==== Exercise material

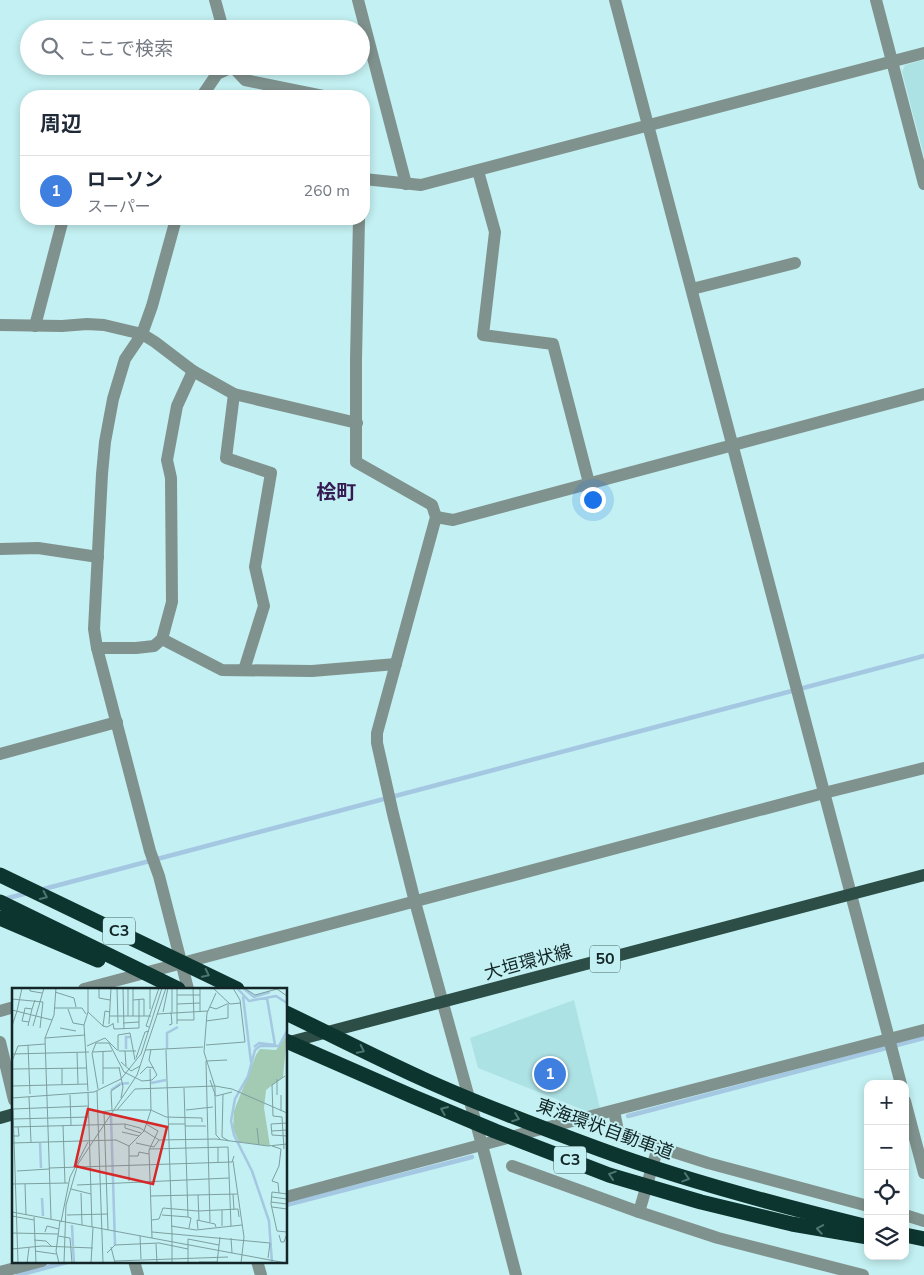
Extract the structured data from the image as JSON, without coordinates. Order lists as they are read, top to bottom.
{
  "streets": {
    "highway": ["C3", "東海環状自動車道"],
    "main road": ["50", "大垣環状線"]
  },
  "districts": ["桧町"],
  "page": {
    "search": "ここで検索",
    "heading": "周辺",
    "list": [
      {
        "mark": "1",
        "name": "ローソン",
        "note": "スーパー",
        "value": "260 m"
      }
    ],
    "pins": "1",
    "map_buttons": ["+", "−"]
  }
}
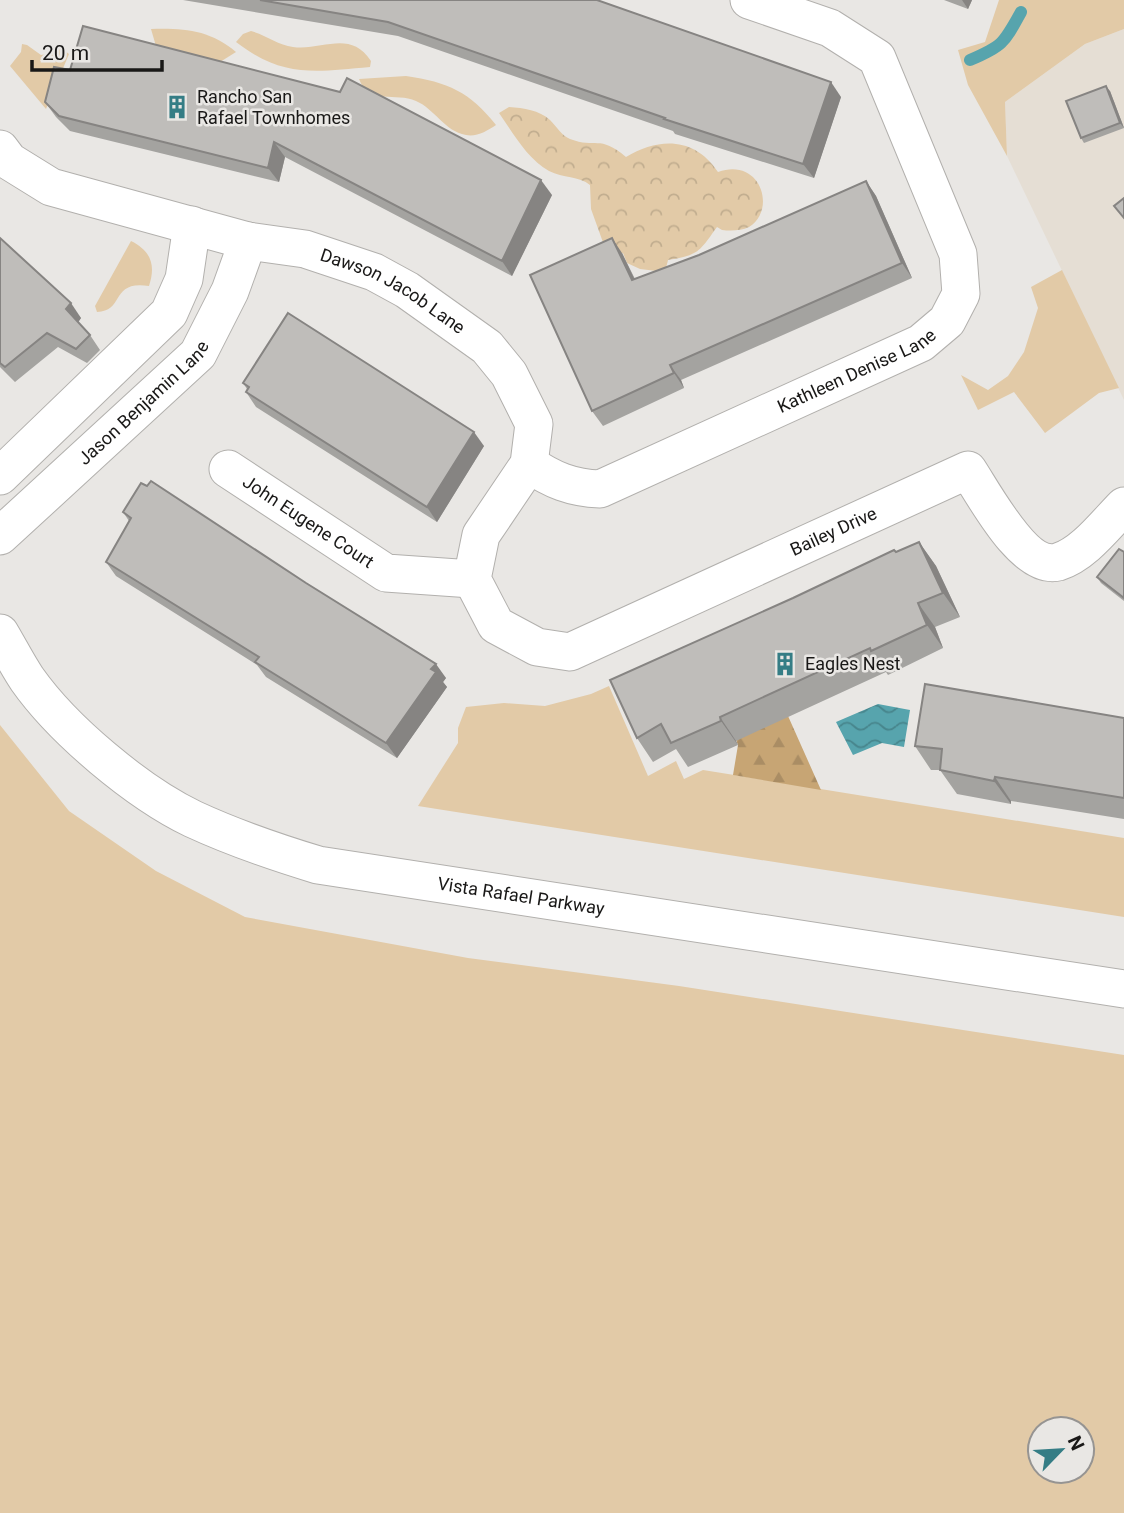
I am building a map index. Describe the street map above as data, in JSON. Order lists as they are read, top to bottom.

========

• Problem to work on
Each entry above must be set down word for word; none of its pictures belong in the copy.

• Result for this exercise
Extract the structured data from the image as JSON, without coordinates. Order lists as they are read, top to bottom.
{
  "streets": {
    "highway": ["C3", "東海環状自動車道"],
    "main road": ["50", "大垣環状線"]
  },
  "districts": ["桧町"],
  "page": {
    "search": "ここで検索",
    "heading": "周辺",
    "list": [
      {
        "mark": "1",
        "name": "ローソン",
        "note": "スーパー",
        "value": "260 m"
      }
    ],
    "pins": "1",
    "map_buttons": ["+", "−"]
  }
}
I am building a map index. Describe the street map above as data, in JSON. Order lists as they are read, top to bottom.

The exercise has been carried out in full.